We can, of course, confess that these Scriptures have been received down through the centuries by the Providence of God, and in this way God has, through His Church, given His Church the Holy Scriptures of the Bible for our good and benefit--as St. Paul says in 2 Timothy 3:16-17, for correction, reproof, etc. How are the Scriptures to be used for correction, reproof, etc? Look at the context: Paul is instructing Timothy in matters of pastoral ministry. The rightly dividing the word of truth is told to Timothy; and Timothy is likewise told that the use of Scripture for the benefit of the Faithful--for teaching, correction, etc--as part of the pastoral ministry.
Does that mean these things are exclusively relevant to pastors? No, but the explicit context of 2 Timothy is pastoral.
And this is why the individual simply making up whatever they want the Scriptures to mean doesn't work--it's why biblical exegesis and interpretation is about the work of scholars, exegetes, theologians, etc.
The Bible isn't our personal toy, where we get to run off and go play a game of religion. The Bible is Sacred Scripture, and it is for the benefit, the edification, of the whole Church. And that means taking the Bible seriously. Not just saying whatever we want, whenever we want.

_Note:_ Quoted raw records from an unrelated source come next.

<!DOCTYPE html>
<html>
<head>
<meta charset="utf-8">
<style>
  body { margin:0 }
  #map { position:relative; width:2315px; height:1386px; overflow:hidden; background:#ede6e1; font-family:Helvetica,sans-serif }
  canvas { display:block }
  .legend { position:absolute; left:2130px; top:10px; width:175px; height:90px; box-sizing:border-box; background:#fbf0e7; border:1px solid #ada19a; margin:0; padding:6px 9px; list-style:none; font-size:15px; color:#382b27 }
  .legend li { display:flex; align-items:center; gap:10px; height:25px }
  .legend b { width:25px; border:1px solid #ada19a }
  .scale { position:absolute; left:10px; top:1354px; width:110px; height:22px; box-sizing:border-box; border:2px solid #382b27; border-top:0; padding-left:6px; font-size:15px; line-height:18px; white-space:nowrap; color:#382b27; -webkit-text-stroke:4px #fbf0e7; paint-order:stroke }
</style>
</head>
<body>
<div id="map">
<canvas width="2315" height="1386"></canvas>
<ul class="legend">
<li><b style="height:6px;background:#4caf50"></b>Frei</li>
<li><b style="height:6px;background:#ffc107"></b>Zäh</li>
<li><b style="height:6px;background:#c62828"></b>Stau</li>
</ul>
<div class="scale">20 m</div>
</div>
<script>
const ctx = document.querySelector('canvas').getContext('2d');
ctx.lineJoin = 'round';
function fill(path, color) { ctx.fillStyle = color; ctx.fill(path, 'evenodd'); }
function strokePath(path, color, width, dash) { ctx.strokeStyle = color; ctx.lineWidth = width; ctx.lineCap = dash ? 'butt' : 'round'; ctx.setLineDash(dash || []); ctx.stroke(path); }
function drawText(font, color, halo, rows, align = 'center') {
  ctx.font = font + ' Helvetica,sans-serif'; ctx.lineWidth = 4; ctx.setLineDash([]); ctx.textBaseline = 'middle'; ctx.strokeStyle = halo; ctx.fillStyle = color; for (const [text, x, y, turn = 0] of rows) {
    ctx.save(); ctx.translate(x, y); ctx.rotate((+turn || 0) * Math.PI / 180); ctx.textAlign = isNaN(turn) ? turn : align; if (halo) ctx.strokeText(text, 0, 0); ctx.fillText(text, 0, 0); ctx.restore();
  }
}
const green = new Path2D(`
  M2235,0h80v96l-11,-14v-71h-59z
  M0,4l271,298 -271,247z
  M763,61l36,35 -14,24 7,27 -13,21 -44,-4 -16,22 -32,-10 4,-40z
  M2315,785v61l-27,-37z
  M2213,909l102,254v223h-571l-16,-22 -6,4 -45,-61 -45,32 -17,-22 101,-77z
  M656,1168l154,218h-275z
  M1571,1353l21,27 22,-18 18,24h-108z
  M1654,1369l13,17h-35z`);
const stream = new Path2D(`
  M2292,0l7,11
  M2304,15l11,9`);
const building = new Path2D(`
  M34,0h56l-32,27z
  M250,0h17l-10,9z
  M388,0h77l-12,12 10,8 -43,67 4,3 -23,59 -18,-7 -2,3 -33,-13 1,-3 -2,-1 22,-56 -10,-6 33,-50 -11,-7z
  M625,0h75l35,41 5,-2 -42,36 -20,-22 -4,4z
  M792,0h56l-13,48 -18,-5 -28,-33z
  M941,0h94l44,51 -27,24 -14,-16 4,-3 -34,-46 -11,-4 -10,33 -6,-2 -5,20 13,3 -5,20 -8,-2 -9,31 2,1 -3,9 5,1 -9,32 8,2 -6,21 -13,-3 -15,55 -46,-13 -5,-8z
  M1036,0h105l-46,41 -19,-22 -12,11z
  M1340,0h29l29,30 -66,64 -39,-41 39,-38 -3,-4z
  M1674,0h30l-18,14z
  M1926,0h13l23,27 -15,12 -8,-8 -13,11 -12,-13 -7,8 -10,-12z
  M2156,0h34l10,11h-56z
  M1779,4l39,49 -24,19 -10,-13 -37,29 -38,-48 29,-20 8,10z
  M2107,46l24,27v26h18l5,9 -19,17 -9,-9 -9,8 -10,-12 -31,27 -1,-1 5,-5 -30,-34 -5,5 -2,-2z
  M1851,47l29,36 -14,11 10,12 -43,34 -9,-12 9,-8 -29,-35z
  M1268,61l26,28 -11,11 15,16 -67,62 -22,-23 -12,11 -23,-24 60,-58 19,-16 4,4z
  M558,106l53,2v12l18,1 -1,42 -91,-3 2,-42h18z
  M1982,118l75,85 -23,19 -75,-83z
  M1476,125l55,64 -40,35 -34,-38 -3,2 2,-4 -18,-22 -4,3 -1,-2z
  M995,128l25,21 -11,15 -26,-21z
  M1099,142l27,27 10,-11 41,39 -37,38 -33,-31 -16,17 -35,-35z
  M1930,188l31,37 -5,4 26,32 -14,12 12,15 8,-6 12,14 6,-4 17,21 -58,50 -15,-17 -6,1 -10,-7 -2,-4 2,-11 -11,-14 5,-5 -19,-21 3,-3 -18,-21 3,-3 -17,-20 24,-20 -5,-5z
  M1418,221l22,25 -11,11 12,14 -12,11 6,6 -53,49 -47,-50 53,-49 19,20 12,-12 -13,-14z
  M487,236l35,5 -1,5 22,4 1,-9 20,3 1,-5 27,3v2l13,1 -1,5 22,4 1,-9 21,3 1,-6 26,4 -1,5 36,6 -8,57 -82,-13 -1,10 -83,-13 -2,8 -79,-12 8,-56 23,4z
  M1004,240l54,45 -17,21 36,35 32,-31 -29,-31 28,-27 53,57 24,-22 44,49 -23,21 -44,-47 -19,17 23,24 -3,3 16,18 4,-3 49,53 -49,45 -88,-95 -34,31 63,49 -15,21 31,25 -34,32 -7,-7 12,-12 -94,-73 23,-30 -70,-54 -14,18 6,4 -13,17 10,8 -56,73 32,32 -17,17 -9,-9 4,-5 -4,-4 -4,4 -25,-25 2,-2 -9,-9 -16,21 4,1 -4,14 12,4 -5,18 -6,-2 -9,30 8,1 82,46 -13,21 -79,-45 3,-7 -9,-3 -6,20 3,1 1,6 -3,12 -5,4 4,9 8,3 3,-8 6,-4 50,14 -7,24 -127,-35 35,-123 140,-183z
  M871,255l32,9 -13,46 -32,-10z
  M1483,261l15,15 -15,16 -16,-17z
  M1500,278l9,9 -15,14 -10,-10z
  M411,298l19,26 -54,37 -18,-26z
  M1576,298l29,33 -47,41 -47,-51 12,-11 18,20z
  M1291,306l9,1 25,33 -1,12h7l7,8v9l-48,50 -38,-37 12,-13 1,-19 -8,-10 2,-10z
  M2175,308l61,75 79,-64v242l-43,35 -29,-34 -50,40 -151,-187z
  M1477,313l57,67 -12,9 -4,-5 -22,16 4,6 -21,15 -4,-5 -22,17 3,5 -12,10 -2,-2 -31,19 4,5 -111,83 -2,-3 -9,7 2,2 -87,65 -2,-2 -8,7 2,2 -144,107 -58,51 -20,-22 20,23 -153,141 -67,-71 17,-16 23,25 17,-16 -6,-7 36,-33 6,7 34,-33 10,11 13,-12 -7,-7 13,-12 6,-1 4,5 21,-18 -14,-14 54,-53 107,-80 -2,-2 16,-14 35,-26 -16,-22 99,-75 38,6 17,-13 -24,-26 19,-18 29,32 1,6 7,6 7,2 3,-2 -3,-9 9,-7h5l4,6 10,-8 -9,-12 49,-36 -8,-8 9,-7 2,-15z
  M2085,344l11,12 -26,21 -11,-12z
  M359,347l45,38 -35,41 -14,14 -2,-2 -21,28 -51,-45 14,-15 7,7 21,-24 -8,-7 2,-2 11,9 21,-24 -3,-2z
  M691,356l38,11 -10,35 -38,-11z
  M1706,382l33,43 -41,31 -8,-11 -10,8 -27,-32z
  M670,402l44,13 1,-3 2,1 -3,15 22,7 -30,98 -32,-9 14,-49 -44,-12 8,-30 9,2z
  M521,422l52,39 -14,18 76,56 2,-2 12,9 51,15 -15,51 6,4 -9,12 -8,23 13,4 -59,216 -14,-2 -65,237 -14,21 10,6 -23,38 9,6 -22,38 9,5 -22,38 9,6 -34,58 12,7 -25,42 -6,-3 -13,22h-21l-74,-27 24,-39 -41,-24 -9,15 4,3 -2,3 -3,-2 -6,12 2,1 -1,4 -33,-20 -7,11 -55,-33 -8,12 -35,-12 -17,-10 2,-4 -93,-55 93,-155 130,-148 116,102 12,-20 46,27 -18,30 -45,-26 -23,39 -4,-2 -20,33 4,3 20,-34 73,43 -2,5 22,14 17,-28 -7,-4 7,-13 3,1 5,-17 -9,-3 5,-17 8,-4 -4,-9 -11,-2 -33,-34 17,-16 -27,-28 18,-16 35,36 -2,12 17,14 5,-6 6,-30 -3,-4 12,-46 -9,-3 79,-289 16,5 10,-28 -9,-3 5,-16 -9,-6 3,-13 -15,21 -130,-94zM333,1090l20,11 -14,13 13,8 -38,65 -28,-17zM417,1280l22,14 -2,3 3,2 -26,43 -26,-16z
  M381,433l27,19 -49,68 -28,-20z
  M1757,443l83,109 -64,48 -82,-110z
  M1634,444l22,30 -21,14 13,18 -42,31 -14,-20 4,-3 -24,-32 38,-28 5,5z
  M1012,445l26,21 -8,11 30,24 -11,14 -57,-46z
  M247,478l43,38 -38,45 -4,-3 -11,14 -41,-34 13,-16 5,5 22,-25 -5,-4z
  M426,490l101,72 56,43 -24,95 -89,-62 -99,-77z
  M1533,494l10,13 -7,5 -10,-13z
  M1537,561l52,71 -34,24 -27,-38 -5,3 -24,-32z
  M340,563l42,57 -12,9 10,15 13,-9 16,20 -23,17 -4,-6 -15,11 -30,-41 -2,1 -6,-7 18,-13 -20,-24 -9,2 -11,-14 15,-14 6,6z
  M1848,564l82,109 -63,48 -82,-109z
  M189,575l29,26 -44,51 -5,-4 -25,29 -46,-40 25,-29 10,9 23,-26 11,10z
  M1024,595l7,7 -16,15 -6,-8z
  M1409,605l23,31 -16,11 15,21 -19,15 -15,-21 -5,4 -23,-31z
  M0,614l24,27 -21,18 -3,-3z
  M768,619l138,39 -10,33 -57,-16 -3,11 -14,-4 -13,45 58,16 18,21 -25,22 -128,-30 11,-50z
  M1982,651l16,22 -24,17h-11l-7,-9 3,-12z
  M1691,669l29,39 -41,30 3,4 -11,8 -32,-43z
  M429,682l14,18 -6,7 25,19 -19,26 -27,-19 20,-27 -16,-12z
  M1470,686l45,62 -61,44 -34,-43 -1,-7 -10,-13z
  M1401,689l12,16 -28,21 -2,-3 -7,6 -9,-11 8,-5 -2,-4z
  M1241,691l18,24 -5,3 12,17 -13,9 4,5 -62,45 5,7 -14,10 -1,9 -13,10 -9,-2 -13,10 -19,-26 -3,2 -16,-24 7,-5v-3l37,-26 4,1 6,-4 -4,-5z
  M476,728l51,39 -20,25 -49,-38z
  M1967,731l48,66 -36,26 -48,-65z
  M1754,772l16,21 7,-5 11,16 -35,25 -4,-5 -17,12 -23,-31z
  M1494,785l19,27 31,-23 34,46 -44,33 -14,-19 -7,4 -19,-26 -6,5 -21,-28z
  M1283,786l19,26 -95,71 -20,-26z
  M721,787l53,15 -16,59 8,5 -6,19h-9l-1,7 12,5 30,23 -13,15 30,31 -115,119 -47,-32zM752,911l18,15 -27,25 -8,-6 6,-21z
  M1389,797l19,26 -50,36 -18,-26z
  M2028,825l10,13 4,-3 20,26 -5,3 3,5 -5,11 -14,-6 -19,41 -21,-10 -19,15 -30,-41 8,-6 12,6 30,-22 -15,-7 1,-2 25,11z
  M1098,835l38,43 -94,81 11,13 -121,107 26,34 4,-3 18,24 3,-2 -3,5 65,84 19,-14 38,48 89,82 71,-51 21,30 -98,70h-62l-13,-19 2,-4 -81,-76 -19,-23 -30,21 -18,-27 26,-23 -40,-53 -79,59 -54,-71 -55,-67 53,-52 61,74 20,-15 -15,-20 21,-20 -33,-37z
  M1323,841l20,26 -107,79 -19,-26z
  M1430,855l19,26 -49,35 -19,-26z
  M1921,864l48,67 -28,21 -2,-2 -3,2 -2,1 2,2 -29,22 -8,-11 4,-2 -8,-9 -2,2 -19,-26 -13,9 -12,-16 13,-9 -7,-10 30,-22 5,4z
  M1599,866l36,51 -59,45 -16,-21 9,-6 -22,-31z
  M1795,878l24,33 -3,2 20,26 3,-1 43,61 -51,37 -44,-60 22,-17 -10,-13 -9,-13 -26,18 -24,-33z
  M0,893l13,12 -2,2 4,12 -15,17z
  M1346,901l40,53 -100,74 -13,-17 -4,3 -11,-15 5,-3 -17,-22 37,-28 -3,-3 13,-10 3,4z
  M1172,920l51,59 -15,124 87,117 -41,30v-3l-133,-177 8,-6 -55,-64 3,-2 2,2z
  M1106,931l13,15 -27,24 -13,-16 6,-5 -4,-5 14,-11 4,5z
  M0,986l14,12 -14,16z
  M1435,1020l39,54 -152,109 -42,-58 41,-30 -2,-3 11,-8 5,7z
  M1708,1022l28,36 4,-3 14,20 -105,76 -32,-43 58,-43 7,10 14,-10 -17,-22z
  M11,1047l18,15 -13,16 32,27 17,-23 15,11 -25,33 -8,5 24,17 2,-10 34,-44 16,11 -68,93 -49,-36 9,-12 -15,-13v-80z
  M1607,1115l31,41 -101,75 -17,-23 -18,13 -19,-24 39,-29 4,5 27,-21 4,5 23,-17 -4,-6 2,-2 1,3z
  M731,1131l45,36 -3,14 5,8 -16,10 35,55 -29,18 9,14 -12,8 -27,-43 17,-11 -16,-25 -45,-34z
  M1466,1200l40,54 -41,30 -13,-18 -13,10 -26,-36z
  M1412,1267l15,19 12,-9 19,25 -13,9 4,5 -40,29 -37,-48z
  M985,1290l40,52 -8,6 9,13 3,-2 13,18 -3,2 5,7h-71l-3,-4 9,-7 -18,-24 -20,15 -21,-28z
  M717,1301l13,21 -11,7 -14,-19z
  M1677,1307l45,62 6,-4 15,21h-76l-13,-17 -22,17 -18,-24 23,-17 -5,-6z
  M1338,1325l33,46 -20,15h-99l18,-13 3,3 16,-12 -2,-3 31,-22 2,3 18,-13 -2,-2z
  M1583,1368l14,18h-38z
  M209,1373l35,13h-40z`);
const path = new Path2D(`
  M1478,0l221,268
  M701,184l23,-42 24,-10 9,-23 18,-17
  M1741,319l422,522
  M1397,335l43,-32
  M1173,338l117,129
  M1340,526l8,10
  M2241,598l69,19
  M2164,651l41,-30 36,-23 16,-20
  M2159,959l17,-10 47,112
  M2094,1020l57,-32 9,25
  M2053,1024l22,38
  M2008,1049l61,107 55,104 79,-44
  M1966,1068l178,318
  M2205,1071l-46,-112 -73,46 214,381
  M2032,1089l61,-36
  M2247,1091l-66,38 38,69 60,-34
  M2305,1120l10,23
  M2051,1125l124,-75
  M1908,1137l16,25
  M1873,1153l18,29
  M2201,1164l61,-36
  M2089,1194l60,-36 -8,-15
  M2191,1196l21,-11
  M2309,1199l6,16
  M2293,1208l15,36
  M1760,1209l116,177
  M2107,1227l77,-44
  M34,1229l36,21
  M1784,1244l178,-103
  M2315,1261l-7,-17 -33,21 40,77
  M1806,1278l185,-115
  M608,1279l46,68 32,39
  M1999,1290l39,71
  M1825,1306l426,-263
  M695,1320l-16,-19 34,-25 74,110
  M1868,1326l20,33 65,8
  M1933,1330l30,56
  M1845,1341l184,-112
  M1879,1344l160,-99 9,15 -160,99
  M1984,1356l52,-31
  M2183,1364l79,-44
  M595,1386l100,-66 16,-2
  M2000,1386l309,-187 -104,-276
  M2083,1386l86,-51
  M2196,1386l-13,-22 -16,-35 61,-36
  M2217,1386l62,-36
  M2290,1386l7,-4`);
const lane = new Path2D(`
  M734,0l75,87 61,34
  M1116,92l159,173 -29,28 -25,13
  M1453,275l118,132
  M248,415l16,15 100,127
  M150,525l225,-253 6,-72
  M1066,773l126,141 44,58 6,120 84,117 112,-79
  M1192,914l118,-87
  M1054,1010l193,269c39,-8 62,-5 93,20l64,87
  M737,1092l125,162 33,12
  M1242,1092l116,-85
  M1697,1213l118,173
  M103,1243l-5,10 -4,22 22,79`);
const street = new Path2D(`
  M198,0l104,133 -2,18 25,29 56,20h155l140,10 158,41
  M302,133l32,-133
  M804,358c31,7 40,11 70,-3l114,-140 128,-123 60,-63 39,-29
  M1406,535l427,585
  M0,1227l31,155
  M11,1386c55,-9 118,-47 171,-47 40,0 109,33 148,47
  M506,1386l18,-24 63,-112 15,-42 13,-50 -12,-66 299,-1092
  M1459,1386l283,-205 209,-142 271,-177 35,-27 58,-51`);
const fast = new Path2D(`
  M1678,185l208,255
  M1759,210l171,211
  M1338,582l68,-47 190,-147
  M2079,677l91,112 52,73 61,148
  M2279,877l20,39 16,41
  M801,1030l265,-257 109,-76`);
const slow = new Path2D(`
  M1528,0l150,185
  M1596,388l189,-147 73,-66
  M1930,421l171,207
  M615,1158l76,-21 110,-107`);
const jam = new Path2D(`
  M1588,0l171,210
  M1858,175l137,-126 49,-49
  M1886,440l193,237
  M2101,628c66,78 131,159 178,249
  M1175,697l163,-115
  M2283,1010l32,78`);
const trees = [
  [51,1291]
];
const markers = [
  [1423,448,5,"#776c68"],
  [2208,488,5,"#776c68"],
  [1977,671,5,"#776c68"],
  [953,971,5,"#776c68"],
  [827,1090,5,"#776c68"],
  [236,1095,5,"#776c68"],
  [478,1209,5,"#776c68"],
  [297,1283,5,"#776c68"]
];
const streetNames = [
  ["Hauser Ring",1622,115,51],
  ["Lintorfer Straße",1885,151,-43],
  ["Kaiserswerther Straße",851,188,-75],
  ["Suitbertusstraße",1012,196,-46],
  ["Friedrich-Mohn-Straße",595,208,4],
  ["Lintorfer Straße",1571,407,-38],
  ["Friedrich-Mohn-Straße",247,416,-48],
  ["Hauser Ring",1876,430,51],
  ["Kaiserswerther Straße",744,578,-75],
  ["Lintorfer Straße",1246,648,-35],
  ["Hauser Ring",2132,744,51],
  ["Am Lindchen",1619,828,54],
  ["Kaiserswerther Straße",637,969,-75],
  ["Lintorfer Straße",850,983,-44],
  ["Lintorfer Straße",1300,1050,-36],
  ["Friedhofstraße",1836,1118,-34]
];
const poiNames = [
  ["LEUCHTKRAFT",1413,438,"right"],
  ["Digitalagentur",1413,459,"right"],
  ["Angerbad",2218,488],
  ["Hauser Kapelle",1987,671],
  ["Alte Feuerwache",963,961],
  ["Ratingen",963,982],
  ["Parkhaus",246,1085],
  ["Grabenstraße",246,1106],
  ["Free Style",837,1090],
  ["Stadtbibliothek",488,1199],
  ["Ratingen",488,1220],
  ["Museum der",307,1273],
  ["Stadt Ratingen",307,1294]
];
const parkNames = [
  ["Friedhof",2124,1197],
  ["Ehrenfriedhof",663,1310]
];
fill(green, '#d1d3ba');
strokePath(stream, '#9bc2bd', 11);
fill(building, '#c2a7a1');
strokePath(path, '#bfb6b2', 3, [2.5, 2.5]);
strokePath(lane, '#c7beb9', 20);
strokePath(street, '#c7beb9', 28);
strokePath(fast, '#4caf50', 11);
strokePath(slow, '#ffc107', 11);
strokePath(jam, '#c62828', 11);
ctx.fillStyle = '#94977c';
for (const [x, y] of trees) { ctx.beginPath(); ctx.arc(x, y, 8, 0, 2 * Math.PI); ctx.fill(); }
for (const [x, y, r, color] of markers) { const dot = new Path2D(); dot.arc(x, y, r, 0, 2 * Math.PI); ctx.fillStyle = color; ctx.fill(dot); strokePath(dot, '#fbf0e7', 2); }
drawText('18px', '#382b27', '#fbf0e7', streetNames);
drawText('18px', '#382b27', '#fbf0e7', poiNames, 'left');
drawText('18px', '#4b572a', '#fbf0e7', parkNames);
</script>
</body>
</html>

As a Lutheran I have just as much a problem with a single Pope in Rome claiming total authority in the Church; how much more should I then have a problem with ten million self-proclaimed popes running around. At least the Pope in Rome is held accountable to the structures in place in Rome. The self-pointed popes that run rampant throughout modern neo-Protestantism wish to be free of all accountability.